▶ **ABOUT THIS TASK**
Go through the entries one line at a time, and gather every line that has the word "green".

▶ **Extracted records**
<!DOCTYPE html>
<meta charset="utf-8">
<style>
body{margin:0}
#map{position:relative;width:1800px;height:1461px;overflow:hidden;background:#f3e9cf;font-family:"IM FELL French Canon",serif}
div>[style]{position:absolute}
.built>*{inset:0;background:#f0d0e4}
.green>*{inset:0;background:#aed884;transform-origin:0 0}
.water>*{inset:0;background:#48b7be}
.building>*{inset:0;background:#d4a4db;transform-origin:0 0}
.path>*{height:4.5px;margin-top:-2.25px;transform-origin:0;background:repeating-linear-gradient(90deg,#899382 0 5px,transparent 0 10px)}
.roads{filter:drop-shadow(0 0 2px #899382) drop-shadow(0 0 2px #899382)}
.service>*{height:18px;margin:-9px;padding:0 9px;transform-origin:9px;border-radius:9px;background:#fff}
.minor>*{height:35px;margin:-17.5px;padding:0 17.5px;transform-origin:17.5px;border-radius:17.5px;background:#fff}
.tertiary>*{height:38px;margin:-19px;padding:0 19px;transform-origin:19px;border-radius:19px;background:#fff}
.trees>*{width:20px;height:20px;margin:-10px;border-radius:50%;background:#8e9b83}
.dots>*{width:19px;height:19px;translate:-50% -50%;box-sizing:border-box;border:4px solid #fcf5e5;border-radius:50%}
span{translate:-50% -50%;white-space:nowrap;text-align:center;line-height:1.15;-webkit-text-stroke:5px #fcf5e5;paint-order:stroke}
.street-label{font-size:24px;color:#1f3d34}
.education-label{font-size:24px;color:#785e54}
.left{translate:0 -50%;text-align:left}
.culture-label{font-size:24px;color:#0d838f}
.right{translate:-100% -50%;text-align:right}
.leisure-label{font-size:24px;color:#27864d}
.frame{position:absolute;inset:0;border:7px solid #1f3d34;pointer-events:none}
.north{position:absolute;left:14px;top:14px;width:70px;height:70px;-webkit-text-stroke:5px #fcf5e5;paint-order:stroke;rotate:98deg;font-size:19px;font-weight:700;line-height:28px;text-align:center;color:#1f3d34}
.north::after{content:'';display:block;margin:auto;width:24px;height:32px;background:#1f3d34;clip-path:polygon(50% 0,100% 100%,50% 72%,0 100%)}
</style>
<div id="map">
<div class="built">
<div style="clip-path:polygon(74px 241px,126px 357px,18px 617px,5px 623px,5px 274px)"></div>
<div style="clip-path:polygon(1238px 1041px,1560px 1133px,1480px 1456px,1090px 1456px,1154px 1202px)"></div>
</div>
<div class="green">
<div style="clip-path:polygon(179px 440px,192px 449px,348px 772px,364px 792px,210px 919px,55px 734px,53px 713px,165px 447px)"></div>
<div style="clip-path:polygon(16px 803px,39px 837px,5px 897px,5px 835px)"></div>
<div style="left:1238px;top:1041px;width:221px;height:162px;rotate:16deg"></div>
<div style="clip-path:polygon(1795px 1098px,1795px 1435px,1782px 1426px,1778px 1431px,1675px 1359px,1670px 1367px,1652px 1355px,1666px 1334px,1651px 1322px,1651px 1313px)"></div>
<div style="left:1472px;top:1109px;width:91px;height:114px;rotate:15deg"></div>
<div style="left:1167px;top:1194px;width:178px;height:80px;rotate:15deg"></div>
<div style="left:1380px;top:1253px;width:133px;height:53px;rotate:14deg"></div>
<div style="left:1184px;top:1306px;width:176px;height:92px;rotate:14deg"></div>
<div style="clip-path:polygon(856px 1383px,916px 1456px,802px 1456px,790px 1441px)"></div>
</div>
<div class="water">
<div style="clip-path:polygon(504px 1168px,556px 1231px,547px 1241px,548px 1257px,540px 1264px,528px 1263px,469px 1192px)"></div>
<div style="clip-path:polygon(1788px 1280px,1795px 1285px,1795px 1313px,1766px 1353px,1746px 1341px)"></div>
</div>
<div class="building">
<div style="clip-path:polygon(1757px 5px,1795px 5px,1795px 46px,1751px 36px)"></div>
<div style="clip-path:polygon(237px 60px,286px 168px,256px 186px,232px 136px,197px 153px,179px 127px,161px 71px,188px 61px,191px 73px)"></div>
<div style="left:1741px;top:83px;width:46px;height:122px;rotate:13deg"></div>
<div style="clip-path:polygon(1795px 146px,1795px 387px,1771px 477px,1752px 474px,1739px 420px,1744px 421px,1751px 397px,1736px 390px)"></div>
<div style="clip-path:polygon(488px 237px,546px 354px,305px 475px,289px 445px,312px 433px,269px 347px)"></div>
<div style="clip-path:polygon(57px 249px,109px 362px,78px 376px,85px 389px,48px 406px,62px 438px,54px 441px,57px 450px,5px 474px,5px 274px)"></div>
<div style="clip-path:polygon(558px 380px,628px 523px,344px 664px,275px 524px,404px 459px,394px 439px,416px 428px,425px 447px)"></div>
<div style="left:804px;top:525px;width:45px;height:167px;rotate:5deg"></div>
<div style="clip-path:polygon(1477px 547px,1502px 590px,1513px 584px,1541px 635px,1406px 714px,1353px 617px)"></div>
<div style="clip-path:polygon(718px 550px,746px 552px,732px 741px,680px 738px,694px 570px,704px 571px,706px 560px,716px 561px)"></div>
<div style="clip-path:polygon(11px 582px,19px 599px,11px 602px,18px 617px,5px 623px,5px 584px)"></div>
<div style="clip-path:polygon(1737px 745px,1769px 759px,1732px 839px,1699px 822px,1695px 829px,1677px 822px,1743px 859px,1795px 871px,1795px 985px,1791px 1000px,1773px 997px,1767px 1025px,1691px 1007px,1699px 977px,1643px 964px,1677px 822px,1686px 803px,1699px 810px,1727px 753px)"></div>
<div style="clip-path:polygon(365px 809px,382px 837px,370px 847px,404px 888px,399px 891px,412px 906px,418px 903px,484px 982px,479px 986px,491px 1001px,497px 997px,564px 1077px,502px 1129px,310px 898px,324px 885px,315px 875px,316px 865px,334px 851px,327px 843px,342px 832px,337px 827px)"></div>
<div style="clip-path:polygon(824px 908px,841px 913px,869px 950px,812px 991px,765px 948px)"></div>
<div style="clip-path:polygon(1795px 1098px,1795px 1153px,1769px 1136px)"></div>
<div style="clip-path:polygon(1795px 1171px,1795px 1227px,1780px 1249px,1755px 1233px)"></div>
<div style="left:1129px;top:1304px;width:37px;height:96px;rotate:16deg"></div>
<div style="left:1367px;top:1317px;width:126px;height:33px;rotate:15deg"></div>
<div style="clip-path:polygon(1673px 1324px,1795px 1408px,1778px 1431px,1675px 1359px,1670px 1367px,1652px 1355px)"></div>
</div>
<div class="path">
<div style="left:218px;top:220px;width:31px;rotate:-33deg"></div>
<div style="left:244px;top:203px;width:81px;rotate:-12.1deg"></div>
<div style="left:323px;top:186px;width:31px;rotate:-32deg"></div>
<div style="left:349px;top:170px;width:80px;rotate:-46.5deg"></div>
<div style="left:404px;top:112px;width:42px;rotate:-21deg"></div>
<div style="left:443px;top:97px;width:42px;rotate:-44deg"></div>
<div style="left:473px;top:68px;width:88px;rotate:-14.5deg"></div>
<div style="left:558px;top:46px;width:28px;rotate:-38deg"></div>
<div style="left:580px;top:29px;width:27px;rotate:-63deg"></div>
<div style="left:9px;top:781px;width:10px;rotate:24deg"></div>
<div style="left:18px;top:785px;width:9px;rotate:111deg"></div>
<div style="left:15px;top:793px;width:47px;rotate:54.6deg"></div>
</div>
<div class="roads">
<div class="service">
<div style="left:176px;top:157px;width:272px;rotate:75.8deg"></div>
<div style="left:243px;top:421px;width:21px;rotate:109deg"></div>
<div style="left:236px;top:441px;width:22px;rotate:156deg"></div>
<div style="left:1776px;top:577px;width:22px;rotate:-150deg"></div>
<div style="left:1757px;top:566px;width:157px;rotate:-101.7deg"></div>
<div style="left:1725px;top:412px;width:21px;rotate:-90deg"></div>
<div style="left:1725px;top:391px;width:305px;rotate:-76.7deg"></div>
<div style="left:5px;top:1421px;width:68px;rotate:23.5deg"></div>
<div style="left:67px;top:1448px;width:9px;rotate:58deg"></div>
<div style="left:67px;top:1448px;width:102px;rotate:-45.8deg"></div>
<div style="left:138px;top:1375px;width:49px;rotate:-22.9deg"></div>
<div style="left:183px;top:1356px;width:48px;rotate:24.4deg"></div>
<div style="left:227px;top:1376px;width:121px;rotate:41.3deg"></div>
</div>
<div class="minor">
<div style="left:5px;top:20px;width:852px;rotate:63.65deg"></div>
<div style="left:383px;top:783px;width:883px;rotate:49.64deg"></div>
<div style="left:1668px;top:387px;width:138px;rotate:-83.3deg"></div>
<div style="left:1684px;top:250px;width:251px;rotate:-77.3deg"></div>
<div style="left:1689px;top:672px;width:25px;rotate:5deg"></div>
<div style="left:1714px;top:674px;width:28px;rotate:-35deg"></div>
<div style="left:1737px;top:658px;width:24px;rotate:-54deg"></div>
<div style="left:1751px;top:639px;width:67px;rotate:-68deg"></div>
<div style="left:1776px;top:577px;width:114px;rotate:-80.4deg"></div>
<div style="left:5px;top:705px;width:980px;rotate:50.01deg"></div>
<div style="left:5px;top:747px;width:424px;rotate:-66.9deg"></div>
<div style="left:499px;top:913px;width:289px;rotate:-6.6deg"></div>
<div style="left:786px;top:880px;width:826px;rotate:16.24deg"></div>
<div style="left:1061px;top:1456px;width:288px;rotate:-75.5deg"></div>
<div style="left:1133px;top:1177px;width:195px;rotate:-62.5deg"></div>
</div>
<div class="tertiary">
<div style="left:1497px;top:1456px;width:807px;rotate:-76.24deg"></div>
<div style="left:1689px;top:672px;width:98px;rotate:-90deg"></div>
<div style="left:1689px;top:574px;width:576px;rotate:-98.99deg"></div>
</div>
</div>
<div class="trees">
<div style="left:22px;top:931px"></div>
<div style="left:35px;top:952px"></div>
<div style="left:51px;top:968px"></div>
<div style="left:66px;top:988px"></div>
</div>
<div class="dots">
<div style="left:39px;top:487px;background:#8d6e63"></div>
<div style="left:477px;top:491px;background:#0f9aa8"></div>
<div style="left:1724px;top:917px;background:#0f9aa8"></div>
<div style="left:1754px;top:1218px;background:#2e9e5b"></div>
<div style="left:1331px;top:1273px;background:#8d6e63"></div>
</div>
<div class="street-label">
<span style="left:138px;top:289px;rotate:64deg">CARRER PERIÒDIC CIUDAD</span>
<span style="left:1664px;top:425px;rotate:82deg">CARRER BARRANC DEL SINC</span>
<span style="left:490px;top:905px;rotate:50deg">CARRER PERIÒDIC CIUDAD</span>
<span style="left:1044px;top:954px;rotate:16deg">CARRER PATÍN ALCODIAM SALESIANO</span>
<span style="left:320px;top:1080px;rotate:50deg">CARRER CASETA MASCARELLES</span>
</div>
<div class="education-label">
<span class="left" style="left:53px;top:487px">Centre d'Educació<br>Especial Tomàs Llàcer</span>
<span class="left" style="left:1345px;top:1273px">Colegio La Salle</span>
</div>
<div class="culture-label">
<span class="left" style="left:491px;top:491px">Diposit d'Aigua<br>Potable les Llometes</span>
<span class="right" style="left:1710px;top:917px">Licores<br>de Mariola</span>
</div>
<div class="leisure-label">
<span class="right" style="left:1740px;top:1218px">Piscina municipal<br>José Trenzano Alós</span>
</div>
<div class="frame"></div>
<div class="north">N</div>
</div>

▶ **FINISHED TASK**
.green>*{inset:0;background:#aed884;transform-origin:0 0}
<div class="green">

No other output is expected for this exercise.